Дюлитц при моем появлении отложил толстый журнал, встал и вышел из-за стола. То ли свет так падал, то ли от страха – мне померещились странные, напоминающие рога выросты на лбу, клыки и острые когти на пальцах. Я протер глаза – видение исчезло.
– Юхан Бликс… Я вас жду.
– Что вы собираетесь со мной делать? – спросил я дрожащим голосом.
Дюлитц посмотрел на меня равнодушно.
– Ты продан, Бликс. – Он отбросил наконец это издевательское «выканье». – Все твои векселя перешли в собственность хозяина. Как и твоя жизнь.
– Кто меня купил? Кому я продан? И что он хочет со мной делать?
Дюлитц пожал плечами:
– А разве пекарь спрашивает, что хочет покупатель делать с купленным кренделем? Разве мясник интересуется будущим проданных колбас? И то и другое съедают, они выполняют свое предназначение. А кто-то, возможно, пожелает распорядиться по-иному. С купленным товаром покупатель волен делать все что захочет. Как и с тобой, Юхан Кристофер Бликс.
Он медленно сел и опять открыл свой журнал.
– Мы, скорее всего, видимся в последний раз. Не могу сказать, что сильно огорчен, нет. Подзаборная жизнь сделала твое присутствие серьезным испытанием как для зрения, так и для обоняния. Не знаю, что приготовила тебе судьба, но мой тебе совет: даже если ты когда-либо обретешь свободу, не показывайся мне на глаза.
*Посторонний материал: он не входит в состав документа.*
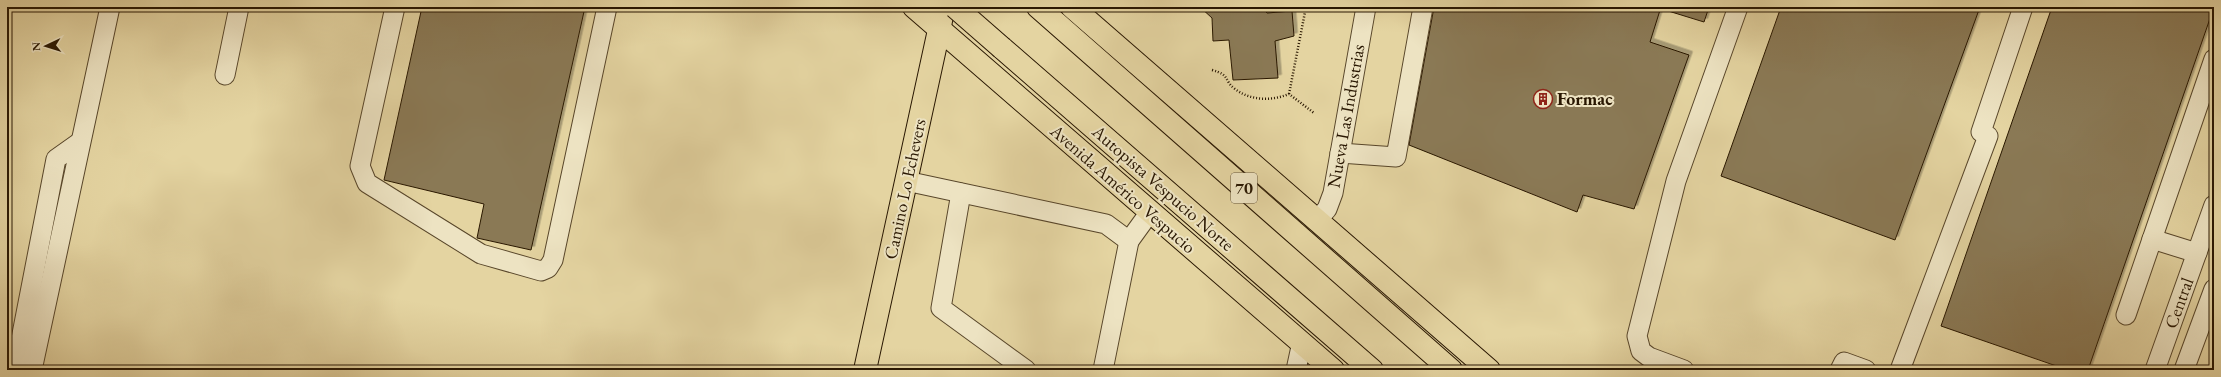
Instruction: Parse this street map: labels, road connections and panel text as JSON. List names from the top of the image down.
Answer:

В подвал спустился мой новый господин, и меня словно окатили ушатом ледяной воды. Волосы встали дыбом. Может быть, ящерица Хагстрёма сыграла со мной очередную злую шутку, но я даже не нахожу слов, чтобы описать этого человека. Ни высокий, ни низкий, ни молодой, ни старый. Одежды, когда-то наверняка дорогие, носили отпечаток полного отсутствия интереса. Замахрившиеся обшлага сюртука; из шитья, когда-то красивого, торчат оборванные нити. Жилет застегнут на шикарные перламутровые пуговицы, но половина из них оторвана. Без парика, волосы свисают неопрятными лохмами. И хотя в его поведении не было ничего угрожающего, страх пронизал меня так, что я едва мог дышать.
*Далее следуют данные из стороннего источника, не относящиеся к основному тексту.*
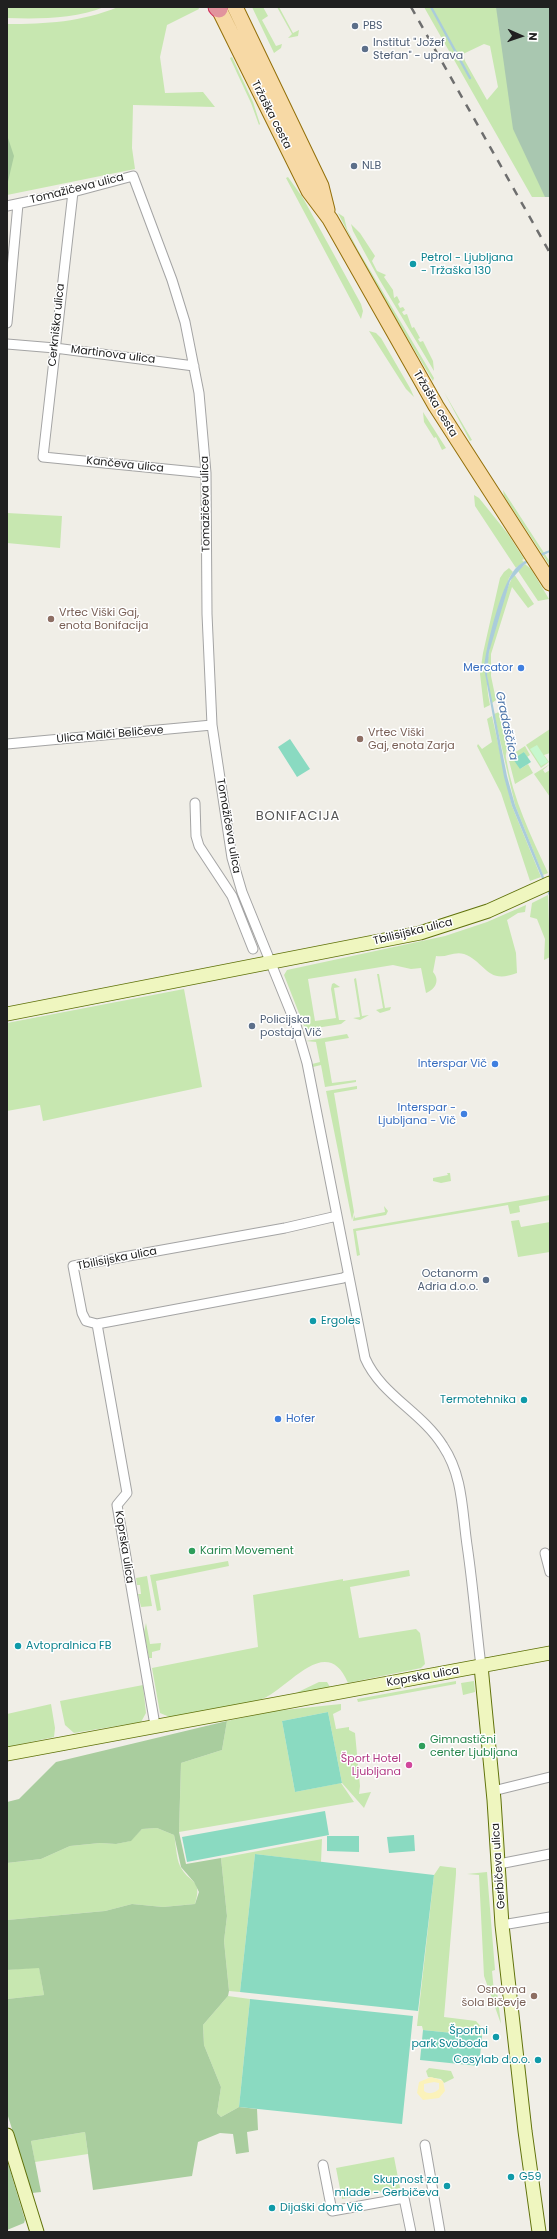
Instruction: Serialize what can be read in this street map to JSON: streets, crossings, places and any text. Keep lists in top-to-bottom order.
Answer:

Что-то с ним было не так. Я почувствовал это всем свои существом: что-то с ним не так. Вокруг него в подвале сразу образовалась пустота, он был здесь – и словно его и не было, точно это и не человек вовсе, а призрак, мертвец, решивший по одному ему известным причинам восстать из мертвых. Жуткое создание, которому пришло в голову вырядиться человеком, но на наряде все и закончилось, шарада не удалась. Не скажу, что выражение лица его испугало меня; нет, меня испугало полное отсутствие выражения, точно кто-то обрезал все мышцы и сухожилия, призванные поднимать брови, хмуриться и улыбаться.
Дюлитц поприветствовал его сдержанным кивком и махнул рукой в мою сторону. Мой новый хозяин посмотрел на меня так, будто он меня и не видит вовсе – или, вернее, видит, но не замечает. Как мебель или пятно на обоях. Говорил он без всякого выражения, единственной особенностью было странного рода заикание. Некоторые звуки словно не желали слетать с его губ, застревали во рту, и он делал небольшой перерыв, чтобы подобрать другое слово, не содержащее коварных букв.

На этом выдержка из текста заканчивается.